Nothing in the data below may be left out; return all of it exactly.

Collection entries:
------------------------------------
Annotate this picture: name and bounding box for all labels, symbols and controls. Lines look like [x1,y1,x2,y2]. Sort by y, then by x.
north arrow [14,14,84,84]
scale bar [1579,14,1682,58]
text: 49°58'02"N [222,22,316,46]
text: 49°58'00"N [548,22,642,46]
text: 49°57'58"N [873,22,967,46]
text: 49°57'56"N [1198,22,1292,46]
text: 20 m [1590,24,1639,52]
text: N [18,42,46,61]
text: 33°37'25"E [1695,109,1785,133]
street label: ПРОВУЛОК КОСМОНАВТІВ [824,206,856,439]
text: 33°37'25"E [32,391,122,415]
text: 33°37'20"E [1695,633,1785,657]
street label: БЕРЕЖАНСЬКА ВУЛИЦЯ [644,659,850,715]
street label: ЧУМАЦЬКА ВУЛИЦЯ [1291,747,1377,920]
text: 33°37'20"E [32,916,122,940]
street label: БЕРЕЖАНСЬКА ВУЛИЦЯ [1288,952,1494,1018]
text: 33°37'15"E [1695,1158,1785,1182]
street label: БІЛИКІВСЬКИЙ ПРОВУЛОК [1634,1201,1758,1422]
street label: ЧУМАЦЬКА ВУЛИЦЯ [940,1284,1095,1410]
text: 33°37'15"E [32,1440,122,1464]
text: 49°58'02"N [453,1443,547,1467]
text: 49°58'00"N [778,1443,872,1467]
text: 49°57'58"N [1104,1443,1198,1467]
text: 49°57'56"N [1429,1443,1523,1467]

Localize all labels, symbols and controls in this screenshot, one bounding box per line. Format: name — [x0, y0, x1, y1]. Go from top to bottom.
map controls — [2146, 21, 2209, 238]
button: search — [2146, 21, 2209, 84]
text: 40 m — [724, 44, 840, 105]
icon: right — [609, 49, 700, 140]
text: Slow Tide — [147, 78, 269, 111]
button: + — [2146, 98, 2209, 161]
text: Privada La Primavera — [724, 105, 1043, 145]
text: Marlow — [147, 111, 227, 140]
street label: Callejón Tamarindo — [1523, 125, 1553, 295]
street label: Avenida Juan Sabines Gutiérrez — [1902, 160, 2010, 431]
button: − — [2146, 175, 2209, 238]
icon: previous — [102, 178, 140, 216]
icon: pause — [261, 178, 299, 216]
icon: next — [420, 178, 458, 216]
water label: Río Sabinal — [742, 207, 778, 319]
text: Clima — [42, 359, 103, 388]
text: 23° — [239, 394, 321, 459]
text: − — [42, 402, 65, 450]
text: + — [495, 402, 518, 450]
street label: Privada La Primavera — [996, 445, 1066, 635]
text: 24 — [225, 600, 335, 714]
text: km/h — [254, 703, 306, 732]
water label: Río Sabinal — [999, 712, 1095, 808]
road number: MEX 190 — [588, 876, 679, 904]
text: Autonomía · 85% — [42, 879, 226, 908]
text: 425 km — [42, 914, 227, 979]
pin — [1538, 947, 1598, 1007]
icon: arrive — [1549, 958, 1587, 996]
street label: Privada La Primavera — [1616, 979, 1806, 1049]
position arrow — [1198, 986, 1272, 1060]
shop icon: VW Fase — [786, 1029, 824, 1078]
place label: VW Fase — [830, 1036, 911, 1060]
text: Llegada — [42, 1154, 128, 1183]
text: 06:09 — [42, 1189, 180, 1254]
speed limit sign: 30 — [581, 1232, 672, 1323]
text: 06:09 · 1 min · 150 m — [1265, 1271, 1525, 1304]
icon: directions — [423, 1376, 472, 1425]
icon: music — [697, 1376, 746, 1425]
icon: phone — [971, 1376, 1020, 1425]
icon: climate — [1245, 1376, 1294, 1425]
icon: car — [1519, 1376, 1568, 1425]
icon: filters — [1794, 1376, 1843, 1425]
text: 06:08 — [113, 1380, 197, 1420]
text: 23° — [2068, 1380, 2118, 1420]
------------------------------------
## Reply
Annotate this picture: name and bounding box for all labels, symbols and controls. Lines look like [x1,y1,x2,y2]. Sort by y, then by x.
north arrow [14,14,84,84]
scale bar [1579,14,1682,58]
text: 49°58'02"N [222,22,316,46]
text: 49°58'00"N [548,22,642,46]
text: 49°57'58"N [873,22,967,46]
text: 49°57'56"N [1198,22,1292,46]
text: 20 m [1590,24,1639,52]
text: N [18,42,46,61]
text: 33°37'25"E [1695,109,1785,133]
street label: ПРОВУЛОК КОСМОНАВТІВ [824,206,856,439]
text: 33°37'25"E [32,391,122,415]
text: 33°37'20"E [1695,633,1785,657]
street label: БЕРЕЖАНСЬКА ВУЛИЦЯ [644,659,850,715]
street label: ЧУМАЦЬКА ВУЛИЦЯ [1291,747,1377,920]
text: 33°37'20"E [32,916,122,940]
street label: БЕРЕЖАНСЬКА ВУЛИЦЯ [1288,952,1494,1018]
text: 33°37'15"E [1695,1158,1785,1182]
street label: БІЛИКІВСЬКИЙ ПРОВУЛОК [1634,1201,1758,1422]
street label: ЧУМАЦЬКА ВУЛИЦЯ [940,1284,1095,1410]
text: 33°37'15"E [32,1440,122,1464]
text: 49°58'02"N [453,1443,547,1467]
text: 49°58'00"N [778,1443,872,1467]
text: 49°57'58"N [1104,1443,1198,1467]
text: 49°57'56"N [1429,1443,1523,1467]

Localize all labels, symbols and controls in this screenshot, one bounding box per line. Format: name — [x0, y0, x1, y1]. Go from top to bottom.
map controls — [2146, 21, 2209, 238]
button: search — [2146, 21, 2209, 84]
text: 40 m — [724, 44, 840, 105]
icon: right — [609, 49, 700, 140]
text: Slow Tide — [147, 78, 269, 111]
button: + — [2146, 98, 2209, 161]
text: Privada La Primavera — [724, 105, 1043, 145]
text: Marlow — [147, 111, 227, 140]
street label: Callejón Tamarindo — [1523, 125, 1553, 295]
street label: Avenida Juan Sabines Gutiérrez — [1902, 160, 2010, 431]
button: − — [2146, 175, 2209, 238]
icon: previous — [102, 178, 140, 216]
icon: pause — [261, 178, 299, 216]
icon: next — [420, 178, 458, 216]
water label: Río Sabinal — [742, 207, 778, 319]
text: Clima — [42, 359, 103, 388]
text: 23° — [239, 394, 321, 459]
text: − — [42, 402, 65, 450]
text: + — [495, 402, 518, 450]
street label: Privada La Primavera — [996, 445, 1066, 635]
text: 24 — [225, 600, 335, 714]
text: km/h — [254, 703, 306, 732]
water label: Río Sabinal — [999, 712, 1095, 808]
road number: MEX 190 — [588, 876, 679, 904]
text: Autonomía · 85% — [42, 879, 226, 908]
text: 425 km — [42, 914, 227, 979]
pin — [1538, 947, 1598, 1007]
icon: arrive — [1549, 958, 1587, 996]
street label: Privada La Primavera — [1616, 979, 1806, 1049]
position arrow — [1198, 986, 1272, 1060]
shop icon: VW Fase — [786, 1029, 824, 1078]
place label: VW Fase — [830, 1036, 911, 1060]
text: Llegada — [42, 1154, 128, 1183]
text: 06:09 — [42, 1189, 180, 1254]
speed limit sign: 30 — [581, 1232, 672, 1323]
text: 06:09 · 1 min · 150 m — [1265, 1271, 1525, 1304]
icon: directions — [423, 1376, 472, 1425]
icon: music — [697, 1376, 746, 1425]
icon: phone — [971, 1376, 1020, 1425]
icon: climate — [1245, 1376, 1294, 1425]
icon: car — [1519, 1376, 1568, 1425]
icon: filters — [1794, 1376, 1843, 1425]
text: 06:08 — [113, 1380, 197, 1420]
text: 23° — [2068, 1380, 2118, 1420]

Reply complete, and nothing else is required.